Sphere of influence: CSIRO redefines the kilo

120 year old cylinder that defines the world standard for one kilogram to be replaced

The 120 year old International Prototype that defines the world's standard for the mass of one kilogram, held at the International Bureau of Weights and Measurement in Paris (BIPM), is set to be replaced by a perfect silicon crystal sphere developed by scientists at Australia's CSIRO.

According to the CSIRO, the international scientific community, under the auspices of the BIPM, decided to focus on several methods for redefining the kilogram. One of those was the Avogadro Project that sought to bring together enough atoms of one substance to make the perfect kilogram. The sphere was made from one isotope: silicon 28.

Two years of development by the National Measurement Institute and the CSIRO's Australian Centre for Precision Optics (ACPO) have now resulted in the production of the perfect silicon sphere, set to redefine the International System (SI) definition of one kilogram. The CSIRO said the ACPO is the only place in the world capable of fabricating round objects with the accuracy required for the Avogadro project.

The shape of a sphere was chosen to replace the previous cylindrical kilogram definition as it has no sharp edges that could be damaged, and only one dimension has to be measured in order to calculate its volume.
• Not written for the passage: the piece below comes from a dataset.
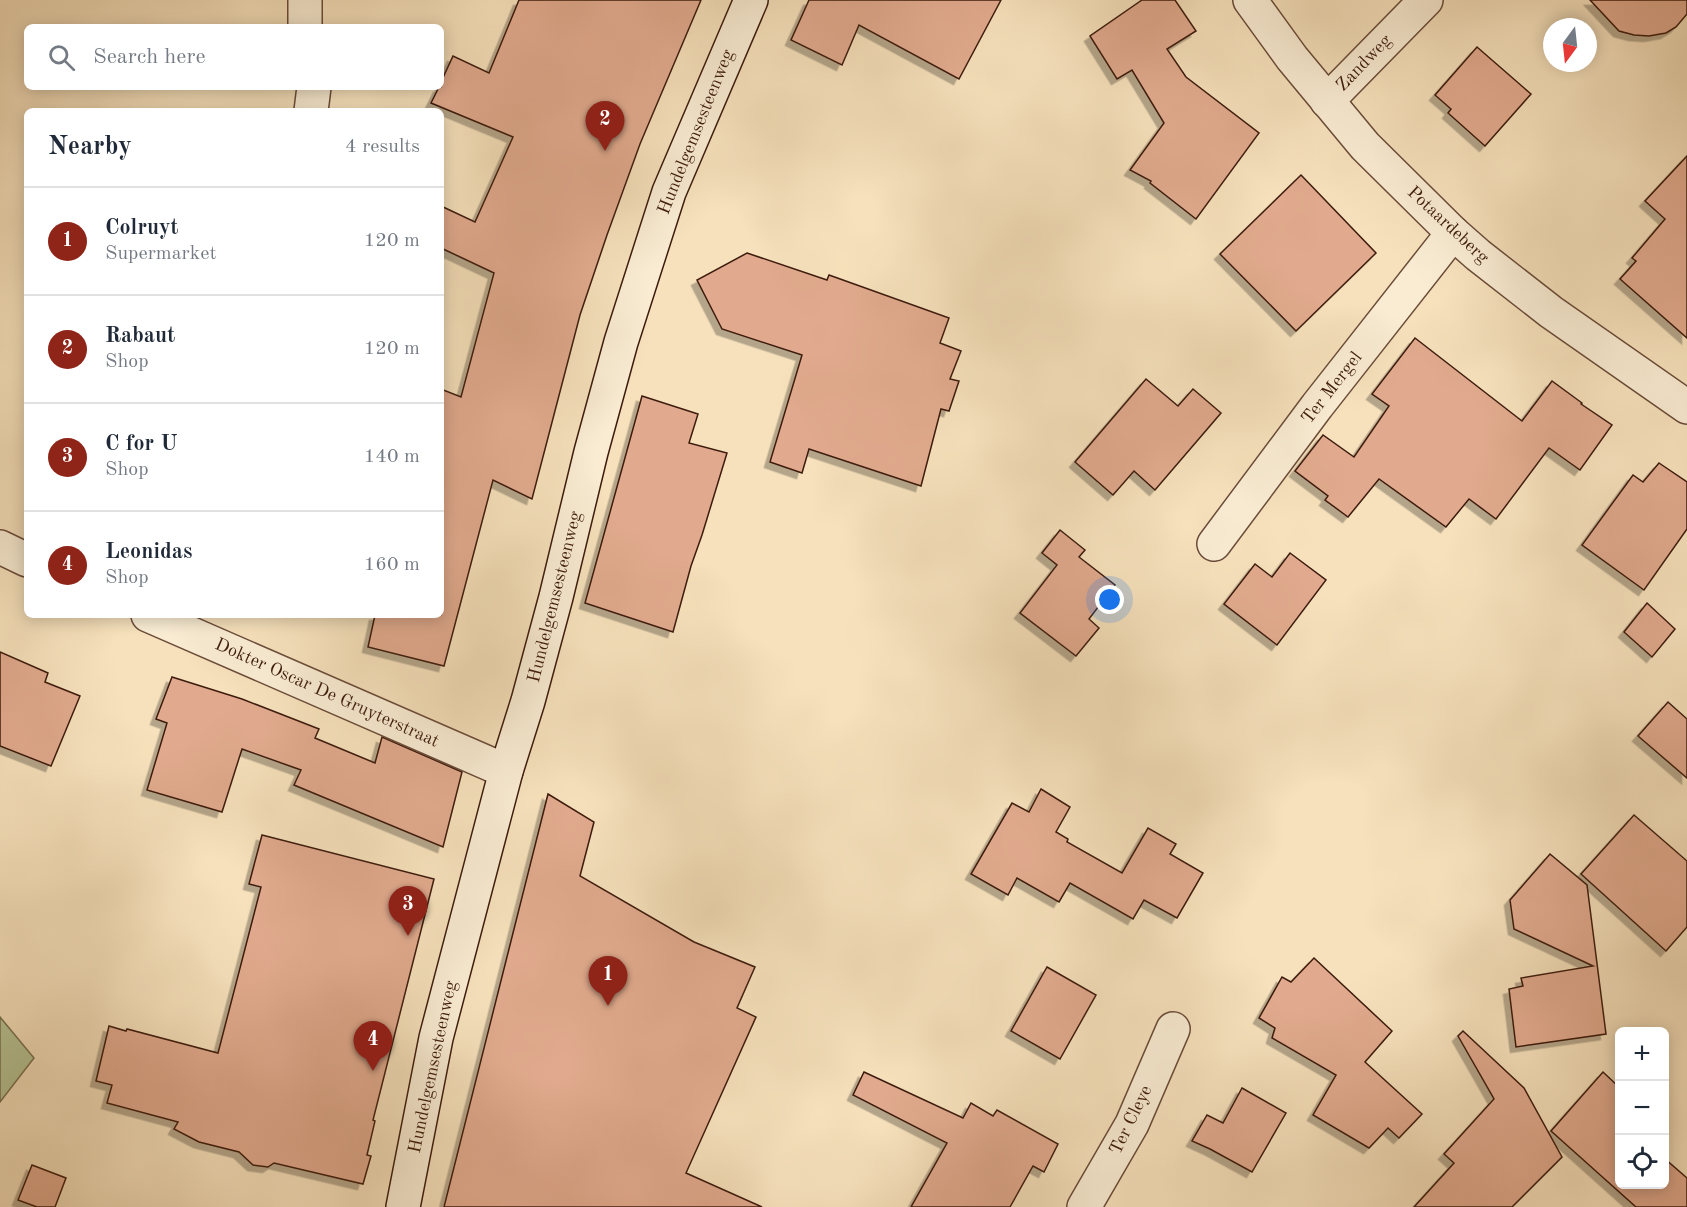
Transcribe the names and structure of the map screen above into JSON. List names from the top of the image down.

"You can never produce a sharp enough edge to achieve the values of density and mass that you do with a sphere, because the sphere has a very smooth surface, a surface that is on an atomic scale if you like," said CSIRO's master optician Achim Leistner, in a podcast describing the sphere.

"The sphere is actually only a measurement artifact, and in a nutshell by measuring the volume precisely you can determine how many atoms are in the sphere," he said.

The CSIRO said that while a physical object is still necessary for calibrating scales and balances, the silicon atoms in an Avogadro sphere will always remain the same.

Silicon was chosen for several reasons: its characteristics are well understood; a single crystal of the right size can be grown; its atomic structure is extremely uniform; and its widespread use in the IT industry means it can be obtained easily and in good quality.

ACPO engineers produced 14 spheres for the project, with the last two being made from "an almost perfect crystal grown from an almost perfectly pure type of silicon".

The two sphere's out-of-roundness is about 63nm and 70nm, or 63 and 70 millionths of a millimeter respectively. A diamond saw was used in the first stage of shaping, and their surfaces are perfectly smooth and free of defects.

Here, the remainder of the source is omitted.